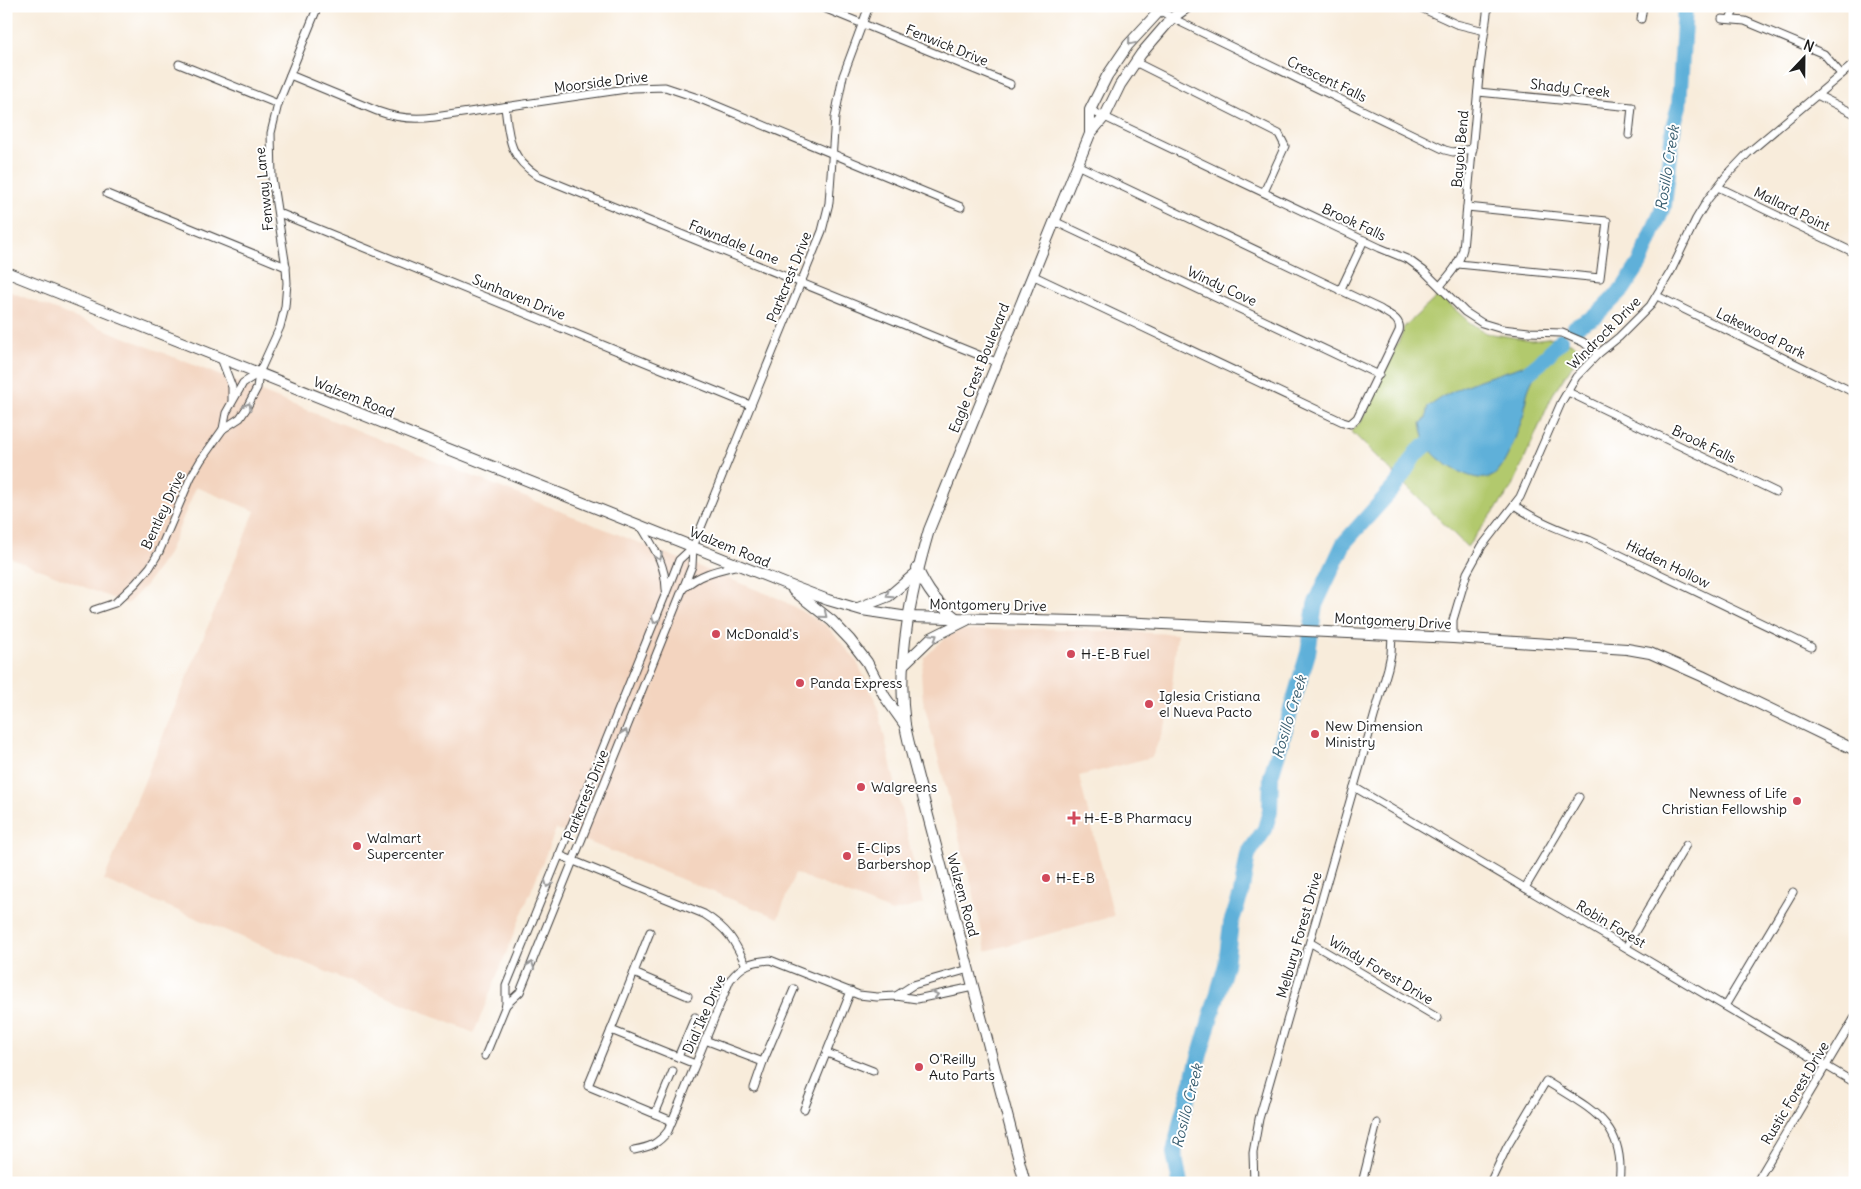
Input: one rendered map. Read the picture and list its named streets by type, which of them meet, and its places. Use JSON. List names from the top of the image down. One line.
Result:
{"streets":{"main road":["Eagle Crest Boulevard","Walzem Road","Montgomery Drive"],"street":["Fenwick Drive","Crescent Falls","Moorside Drive","Shady Creek","Bayou Bend","Fenway Lane","Mallard Point","Brook Falls","Fawndale Lane","Parkcrest Drive","Windy Cove","Sunhaven Drive","Windrock Drive","Lakewood Park","Bentley Drive","Hidden Hollow","Robin Forest","Melbury Forest Drive","Windy Forest Drive","Dial Ike Drive","Rustic Forest Drive"]},"crossings":[["Fenwick Drive","Parkcrest Drive"],["Crescent Falls","Bayou Bend"],["Crescent Falls","Eagle Crest Boulevard"],["Moorside Drive","Fenway Lane"],["Moorside Drive","Fawndale Lane"],["Moorside Drive","Parkcrest Drive"],["Shady Creek","Bayou Bend"],["Bayou Bend","Brook Falls"],["Fenway Lane","Sunhaven Drive"],["Fenway Lane","Walzem Road"],["Fenway Lane","Bentley Drive"],["Mallard Point","Windrock Drive"],["Brook Falls","Windrock Drive"],["Brook Falls","Eagle Crest Boulevard"],["Fawndale Lane","Parkcrest Drive"],["Fawndale Lane","Eagle Crest Boulevard"],["Parkcrest Drive","Sunhaven Drive"],["Parkcrest Drive","Walzem Road"],["Windy Cove","Eagle Crest Boulevard"],["Windrock Drive","Lakewood Park"],["Windrock Drive","Hidden Hollow"],["Windrock Drive","Montgomery Drive"],["Eagle Crest Boulevard","Walzem Road"],["Eagle Crest Boulevard","Montgomery Drive"],["Walzem Road","Bentley Drive"],["Walzem Road","Montgomery Drive"],["Montgomery Drive","Melbury Forest Drive"],["Robin Forest","Melbury Forest Drive"],["Robin Forest","Rustic Forest Drive"],["Melbury Forest Drive","Windy Forest Drive"]],"water":["Rosillo Creek"],"places":{"other":["McDonald's","H-E-B Fuel","Panda Express","Iglesia Cristiana el Nueva Pacto","New Dimension Ministry","Walgreens","Newness of Life Christian Fellowship","Walmart Supercenter","E-Clips Barbershop","H-E-B","O'Reilly Auto Parts"],"health":["H-E-B Pharmacy"]},"north":"top"}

What you should do: When you copy the lines above, drop the pictures and keep everything else exact.

Completed exercise:
Input: one rendered map. Read the picture and list its named streets by type, which of them meet, and its places. Use JSON. List names from the top of the image down. One line.
Result:
{"streets":{"main road":["Eagle Crest Boulevard","Walzem Road","Montgomery Drive"],"street":["Fenwick Drive","Crescent Falls","Moorside Drive","Shady Creek","Bayou Bend","Fenway Lane","Mallard Point","Brook Falls","Fawndale Lane","Parkcrest Drive","Windy Cove","Sunhaven Drive","Windrock Drive","Lakewood Park","Bentley Drive","Hidden Hollow","Robin Forest","Melbury Forest Drive","Windy Forest Drive","Dial Ike Drive","Rustic Forest Drive"]},"crossings":[["Fenwick Drive","Parkcrest Drive"],["Crescent Falls","Bayou Bend"],["Crescent Falls","Eagle Crest Boulevard"],["Moorside Drive","Fenway Lane"],["Moorside Drive","Fawndale Lane"],["Moorside Drive","Parkcrest Drive"],["Shady Creek","Bayou Bend"],["Bayou Bend","Brook Falls"],["Fenway Lane","Sunhaven Drive"],["Fenway Lane","Walzem Road"],["Fenway Lane","Bentley Drive"],["Mallard Point","Windrock Drive"],["Brook Falls","Windrock Drive"],["Brook Falls","Eagle Crest Boulevard"],["Fawndale Lane","Parkcrest Drive"],["Fawndale Lane","Eagle Crest Boulevard"],["Parkcrest Drive","Sunhaven Drive"],["Parkcrest Drive","Walzem Road"],["Windy Cove","Eagle Crest Boulevard"],["Windrock Drive","Lakewood Park"],["Windrock Drive","Hidden Hollow"],["Windrock Drive","Montgomery Drive"],["Eagle Crest Boulevard","Walzem Road"],["Eagle Crest Boulevard","Montgomery Drive"],["Walzem Road","Bentley Drive"],["Walzem Road","Montgomery Drive"],["Montgomery Drive","Melbury Forest Drive"],["Robin Forest","Melbury Forest Drive"],["Robin Forest","Rustic Forest Drive"],["Melbury Forest Drive","Windy Forest Drive"]],"water":["Rosillo Creek"],"places":{"other":["McDonald's","H-E-B Fuel","Panda Express","Iglesia Cristiana el Nueva Pacto","New Dimension Ministry","Walgreens","Newness of Life Christian Fellowship","Walmart Supercenter","E-Clips Barbershop","H-E-B","O'Reilly Auto Parts"],"health":["H-E-B Pharmacy"]},"north":"top"}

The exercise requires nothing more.